Four days later, two police officers were pursuing two robbery suspects near the north Bronx. Their car slam­med into a disabled vehicle on the highway, killing the driver of the patrol car and seriously injuring his partner. The suspects got away.

Police hot pursuits every year contribute to hundreds of highway fatalities, mostly innocent bystanders or frightened young drivers who panic. Back in 1968, the Physicians for Automotive Safety surveyed news reports for a year and estimated that about 500 people die an­nually in this country from such high-speed chases. A few years later,’ the Department of Transportation generally concurred with this estimate and added that 2,500 to 5,000 additional people receive some type of injury.

About 10 years ago I discussed this problem with a Syracuse police official. He said that many squad car drivers are only one stage removed from hot rod teen­agers themselves, implying that impulse, unseasoned by experience, often leads to unnecessary hot pursuits.

Because of similar highway carnage in the past, many states and localities have regulations covering the practice of police hot pursuit. These are little more than guidelines urging the police to consider the seriousness, if any, of the violations committed by the pursued, the time of day and weather, the potential danger to the com­munity by the fugitives and the risk to the police them­selves. At the instant when police make the decision to pursue or not, these guidelines dissolve into telling the officer to use his discretion and be careful.

Sanctions for violating these hot pursuit standards are almost never imposed. There have been few civil lawsuits against the police for injury compensation, but they have not amounted to a pattern of deterrence. Year after year. Americans—motorists and pedestrians—die suddenly and in most cases completely in vain. Only a tiny fraction of the tens of thousands of yearly hot pursuits involved’ dangerous felons fleeing from justice. The vast majority of cases turn out to be cases of panic, of speeding or of minor misdemeanors.

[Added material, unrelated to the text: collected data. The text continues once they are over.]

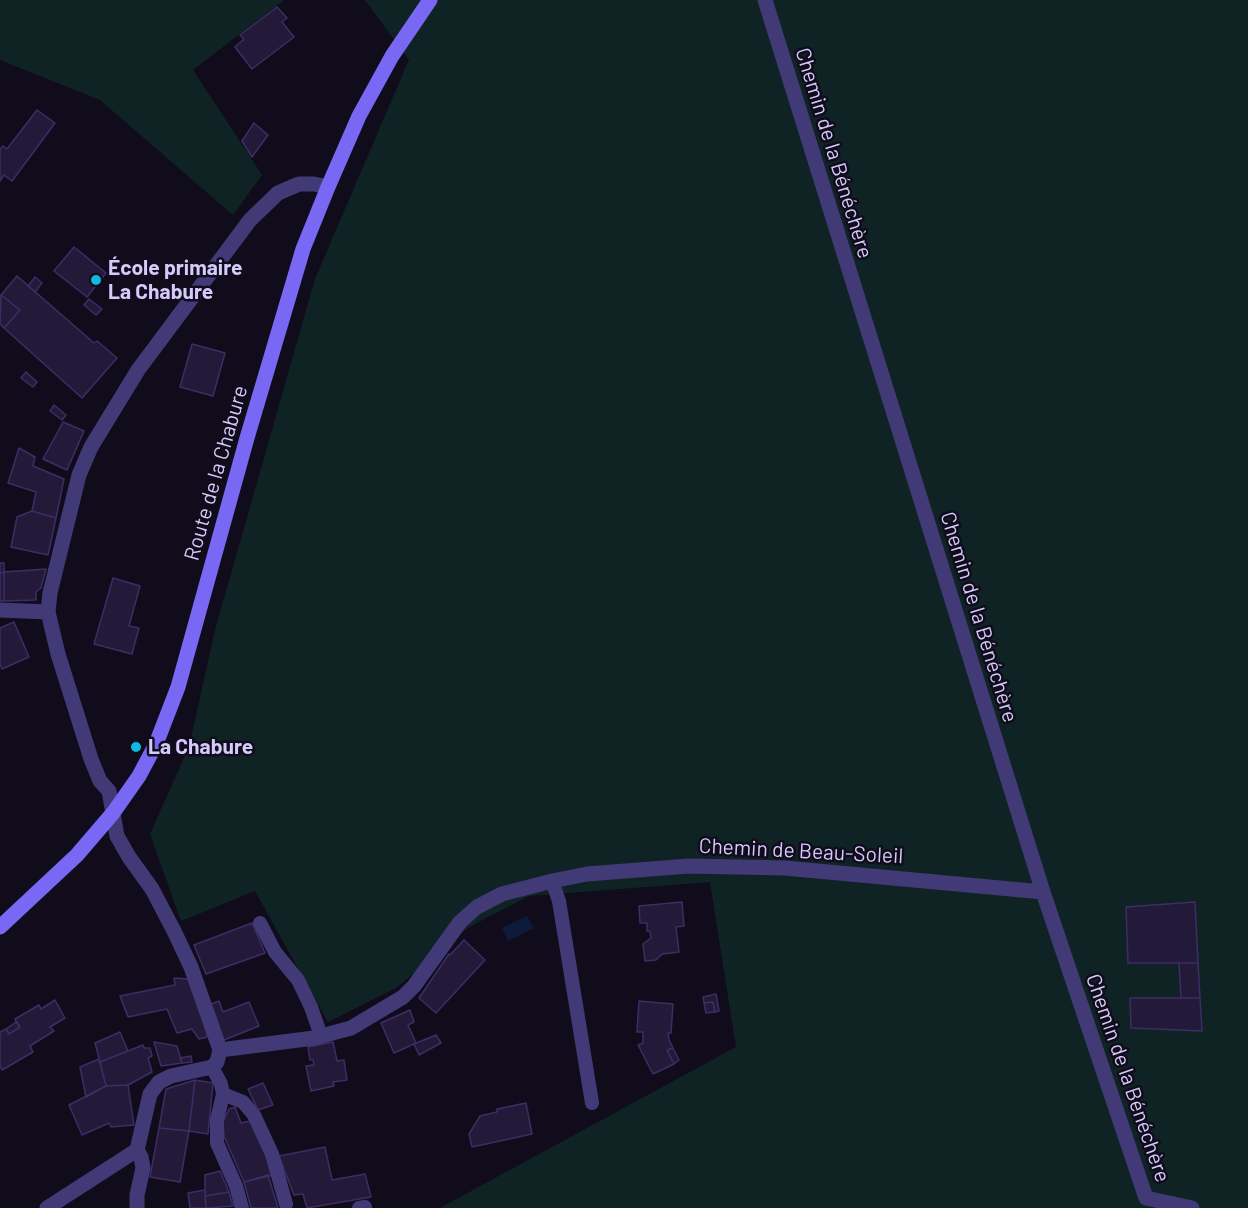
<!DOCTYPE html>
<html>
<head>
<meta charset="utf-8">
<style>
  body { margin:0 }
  canvas { display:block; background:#100c1b }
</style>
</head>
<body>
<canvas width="1248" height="1208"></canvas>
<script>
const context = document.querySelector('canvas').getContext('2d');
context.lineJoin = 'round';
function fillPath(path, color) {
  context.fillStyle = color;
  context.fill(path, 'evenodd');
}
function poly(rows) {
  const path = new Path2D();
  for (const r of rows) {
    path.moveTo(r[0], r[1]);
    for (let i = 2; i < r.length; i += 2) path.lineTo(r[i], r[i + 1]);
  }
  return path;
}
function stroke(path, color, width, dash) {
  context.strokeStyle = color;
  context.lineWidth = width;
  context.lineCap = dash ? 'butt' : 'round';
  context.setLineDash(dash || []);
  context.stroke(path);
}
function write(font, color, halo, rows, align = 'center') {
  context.font = font + ' Barlow,sans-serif';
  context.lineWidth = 5;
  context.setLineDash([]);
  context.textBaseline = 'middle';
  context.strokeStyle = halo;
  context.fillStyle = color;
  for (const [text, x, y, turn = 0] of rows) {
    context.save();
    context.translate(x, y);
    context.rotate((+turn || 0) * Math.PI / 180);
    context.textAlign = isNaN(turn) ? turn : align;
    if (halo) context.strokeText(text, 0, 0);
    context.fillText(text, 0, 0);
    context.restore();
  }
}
const green = poly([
  [0,0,284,0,193,70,262,175,233,215,100,100,0,60],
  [365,0,1248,0,1248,1208,440,1208,736,1047,710,882,529,896,469,927,396,988,328,1022,255,891,181,921,150,834,189,747,215,630,315,279,409,60]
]);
const water = poly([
  [527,916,534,928,508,941,502,928]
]);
const building = poly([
  [277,7,287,18,282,22,294,37,252,69,235,47,244,39,240,35,277,7],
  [37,110,55,123,12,181,4,175,0,181,0,149,3,146,7,149,37,110],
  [254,123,268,135,252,157,242,141,254,123],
  [74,247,106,273,87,297,54,271,74,247],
  [17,276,94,343,97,341,117,358,82,398,4,328,20,310,1,295,17,276],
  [35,277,42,283,35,292,28,286,35,277],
  [1,295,20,310,4,328,0,324,1,295],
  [89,299,102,309,96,315,84,305,89,299],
  [192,344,225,353,213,396,180,387,192,344],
  [26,372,37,382,33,387,21,378,26,372],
  [54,405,66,415,62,420,50,411,54,405],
  [63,422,84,431,67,470,43,459,63,422],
  [19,448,35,457,33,466,64,479,56,518,32,511,36,492,8,483,19,448],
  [32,511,56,518,48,555,11,547,17,517,32,511],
  [0,563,4,563,4,573,0,573,0,563],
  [46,569,41,588,36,592,36,600,4,601,4,572,46,569],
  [0,573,4,573,4,601,0,601,0,573],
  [113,578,140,586,129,626,139,628,132,654,94,644,113,578],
  [14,622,29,657,2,669,0,664,0,628,14,622],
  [682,902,684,926,676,927,679,952,662,954,656,960,645,961,643,944,651,938,650,931,647,931,647,923,640,923,639,906,682,902],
  [1195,902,1198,963,1128,963,1126,907,1195,902],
  [252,923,265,953,206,974,194,945,252,923],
  [464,940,485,960,436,1013,419,998,449,954,450,955,464,940],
  [1179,963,1198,963,1200,998,1181,998,1179,963],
  [174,978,188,979,207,1031,207,1037,199,1039,192,1029,177,1033,167,1009,128,1017,120,996,175,985,174,978],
  [716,994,719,1011,715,1012,713,1002,704,1003,703,997,716,994],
  [1130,998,1200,998,1202,1031,1131,1028,1130,998],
  [55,1000,65,1018,50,1027,54,1031,30,1046,33,1052,2,1070,0,1066,0,1032,6,1029,9,1034,20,1027,15,1019,39,1005,41,1009,55,1000],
  [219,1001,223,1012,249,1002,259,1026,224,1040,211,1004,219,1001],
  [639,1001,673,1004,671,1033,668,1033,669,1040,673,1048,667,1050,674,1064,653,1074,638,1045,643,1043,643,1032,637,1032,639,1001],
  [713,1002,715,1012,706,1013,704,1003,713,1002],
  [410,1010,414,1022,408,1025,416,1043,394,1053,381,1023,410,1010],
  [16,1022,20,1027,9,1034,6,1029,16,1022],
  [120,1032,128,1051,100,1062,95,1043,120,1032],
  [436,1035,441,1043,419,1055,414,1044,436,1035],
  [154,1042,177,1046,182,1063,161,1066,154,1042],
  [333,1042,337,1061,344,1060,347,1080,333,1082,334,1086,311,1091,306,1066,314,1065,313,1060,310,1060,308,1047,333,1042],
  [143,1045,144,1048,150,1048,152,1056,148,1058,152,1072,128,1085,106,1086,100,1062,143,1045],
  [673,1048,679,1060,674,1064,667,1050,673,1048],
  [191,1056,192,1062,182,1063,180,1058,191,1056],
  [99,1059,106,1086,86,1097,80,1067,99,1059],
  [195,1080,189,1131,159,1128,166,1089,195,1080],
  [195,1080,213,1083,208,1134,189,1131,195,1080],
  [263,1083,273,1105,258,1110,248,1089,263,1083],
  [128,1085,134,1125,111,1127,109,1123,82,1135,69,1105,106,1086,128,1085],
  [526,1103,532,1134,472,1147,469,1134,480,1116,497,1112,497,1109,526,1103],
  [235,1107,241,1123,250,1121,266,1152,273,1175,244,1182,224,1136,223,1122,229,1109,235,1107],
  [159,1128,189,1131,180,1182,150,1177,159,1128],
  [325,1147,332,1180,365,1174,371,1197,307,1208,303,1194,294,1195,279,1156,325,1147],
  [220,1171,229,1192,205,1196,205,1175,220,1171],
  [268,1175,278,1208,251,1208,244,1182,268,1175],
  [205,1190,206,1208,190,1208,188,1193,205,1190],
  [229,1192,233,1206,206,1208,205,1196,229,1192]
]);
const service = poly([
  [552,881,559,901,592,1103],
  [260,923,275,952,298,980,311,1007,321,1036],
  [212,1067,221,1084,223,1094,217,1120,217,1143,236,1186,242,1208],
  [223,1094,243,1102,254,1115,272,1154,286,1204],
  [359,1208,365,1207]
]);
const minor = poly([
  [765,0,1043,892,1146,1198],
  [0,610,48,612],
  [220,1050,314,1038,351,1028,403,997,414,986,460,922,477,907,502,894,552,881,587,874,689,866,785,868,1043,892],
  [1146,1198,1192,1208],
  [47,1208,137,1150,150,1094,159,1082,171,1076,212,1067,217,1062,220,1050,191,967,174,931,152,889,129,857,117,836,109,791,100,781,91,759,58,654,48,612,50,593,79,475,91,447,138,370,250,220,278,193,299,184,314,184,328,187],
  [137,1208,137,1195,143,1168,141,1157,137,1150]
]);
const secondary = poly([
  [0,927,77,855,113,813,139,776,156,744,178,687,247,438,303,249,328,187,359,116,392,56,430,0]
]);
const markers = [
  [96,280,6,"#10b9e1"],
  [136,747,6,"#10b9e1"]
];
const streetNames = [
  ["Chemin de la Bénéchère",834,153,73],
  ["Route de la Chabure",216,473,-74],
  ["Chemin de la Bénéchère",979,617,73],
  ["Chemin de Beau-Soleil",801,851,3],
  ["Chemin de la Bénéchère",1128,1078,71]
];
const poiNames = [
  ["École primaire",108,268],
  ["La Chabure",108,292],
  ["La Chabure",148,747]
];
fillPath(green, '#102324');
fillPath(water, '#0d1a39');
fillPath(building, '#231a3a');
stroke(building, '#3d2d65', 1.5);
stroke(service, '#423a77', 14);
stroke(minor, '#423a77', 15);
stroke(secondary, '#7868f4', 15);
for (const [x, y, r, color] of markers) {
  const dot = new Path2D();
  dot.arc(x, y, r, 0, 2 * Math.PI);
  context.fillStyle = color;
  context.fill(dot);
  stroke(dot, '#100c1b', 2);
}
write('21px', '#d4cafb', '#100c1b', streetNames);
write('bold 21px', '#d4cafb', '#100c1b', poiNames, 'left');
</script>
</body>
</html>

Other than relying on little bridled police discretion, what can parents and relatives of the victims do to see this nagging casualty cause diminished?

First, there should be a strict police rule that there is no hot pursuit unless the pursued is considered an imminent criminal danger to the community. The benefit of the doubt must be given toward protecting innocent people from these crashes.

Second, more emphasis should be placed on engineering remedies. Speed governors, say at the 80-mile-per-hour level, for vehicles other than police cars, radioing ahead, and development of remote ignition-interrupt systems have been suggested as approaches for consideration.

Of course, a last clear engineering defense would be installing crash protection systems in all cars as standard equipment. Such automatic lifesavers, like inflatable air bags, can save the lives of many thousands of Americans in more conventional highway crashes.

The parents of the youngsters killed in Newtown this month may wonder whether it is not better to let even a felon temporarily escape than provoke a hurtling vehicular missile along a street or highway with a high risk of producing several fatalities.